Corruption, too, in its present forms, results from the size of the public sector. Nobody would be so foolish as to spend $1,000 of his own money in order to get a bribe of $100. One can have corruption of this sort only if the person who pays the $1,000 is different from the one who pockets the $100, and is not aware that the only purpose of the $1,000 disbursement is to allow the other person to get the $100. These circumstances are highly unlikely among private contractors; they can only exist where government is involved.

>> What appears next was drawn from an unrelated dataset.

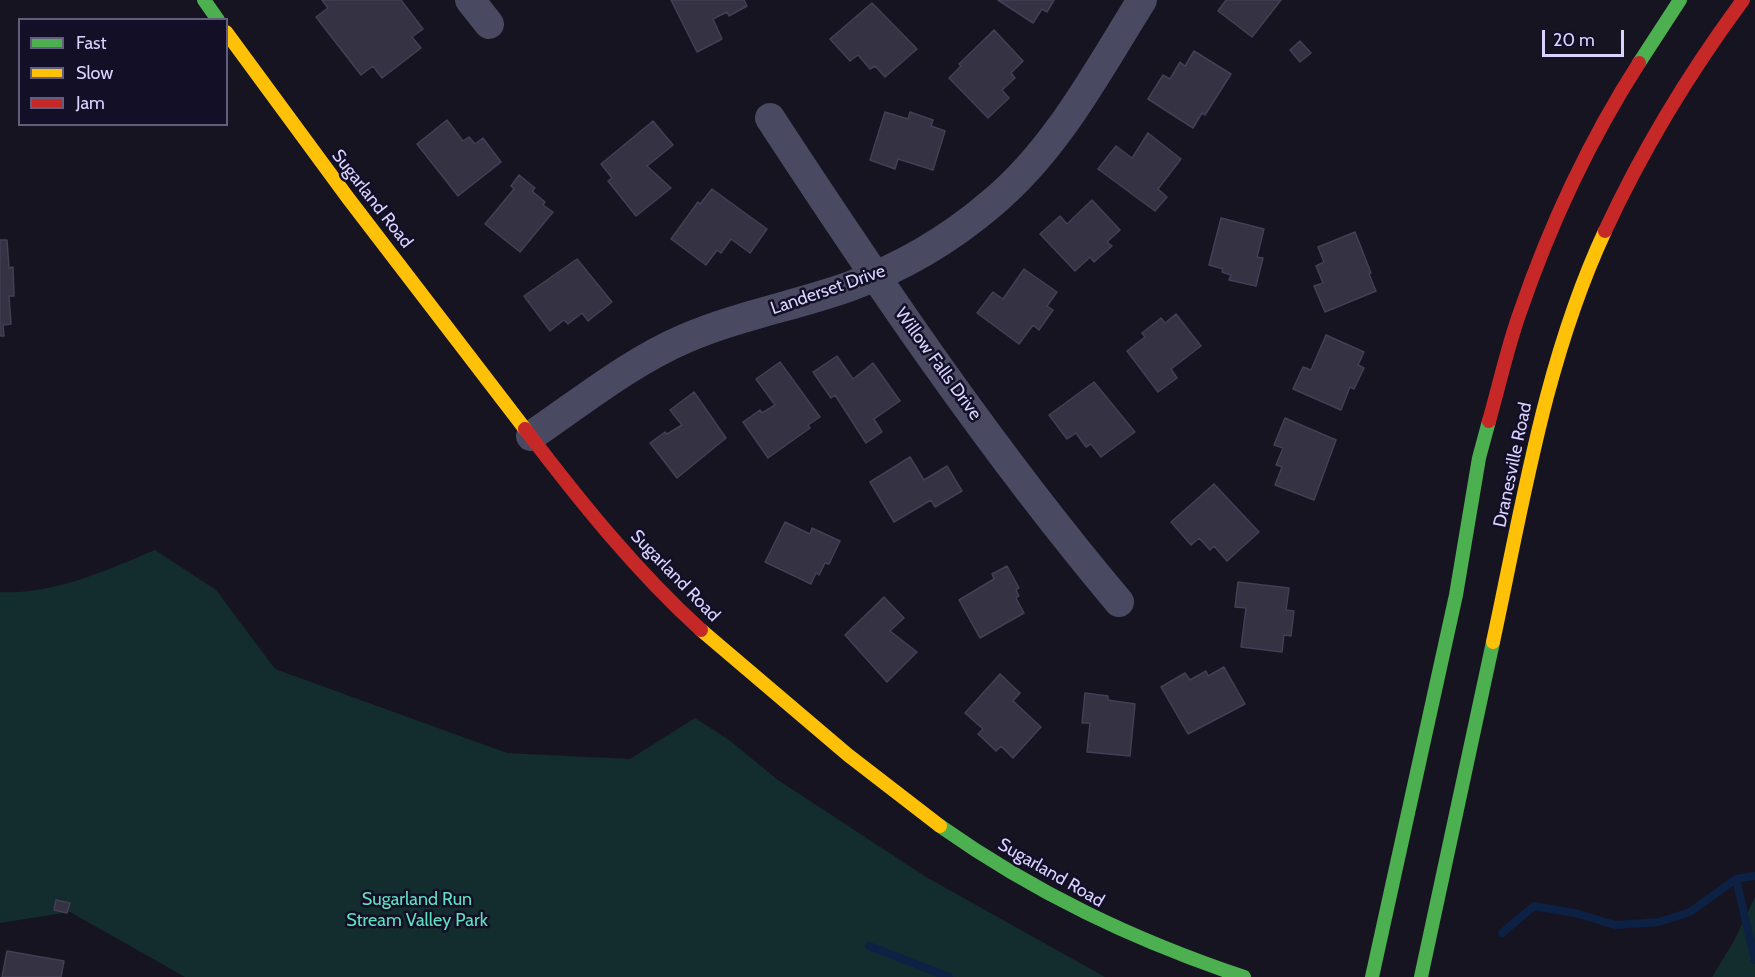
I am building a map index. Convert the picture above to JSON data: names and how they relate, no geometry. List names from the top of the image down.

Hypnotized by the scandals and by the discussions of electoral reforms, Italians do not seem to notice that their country is going bankrupt. The annual deficit exceeds the sum of the deficits of the other 11 EC countries, amounting to 10.6 per cent of GDP. Total public debt outstanding has reached the impressive figure of 1,600,000,000,000,000 lire ($1,600 trillion)-106 per cent of GDP or two and a half times the foreign debt of all Latin American countries taken together. Taxation is skyrocketing: Italy is second only to France in the G7 group of industrialized countries in terms of tax revenue as a percentage of GDP. The present government (if you forgive the exaggeration) has introduced 17 new taxes in 5 months. In 1960 total public-sector revenue amounted to 31 per cent of GDP; in 1980 34.6 per cent; in 1991 45 per cent. Should the economy in fact enter a recession in 1993, as some expect, it will be a bloody mess. A sharp reduction in savings, while the deficit remains unchanged or even grows, would push real interest rates up further, thereby contributing an additional recessionary impulse. Though I doubt that this is going to happen (the sharp devaluation of the lira is producing an exported recovery), the financial problem remains acute.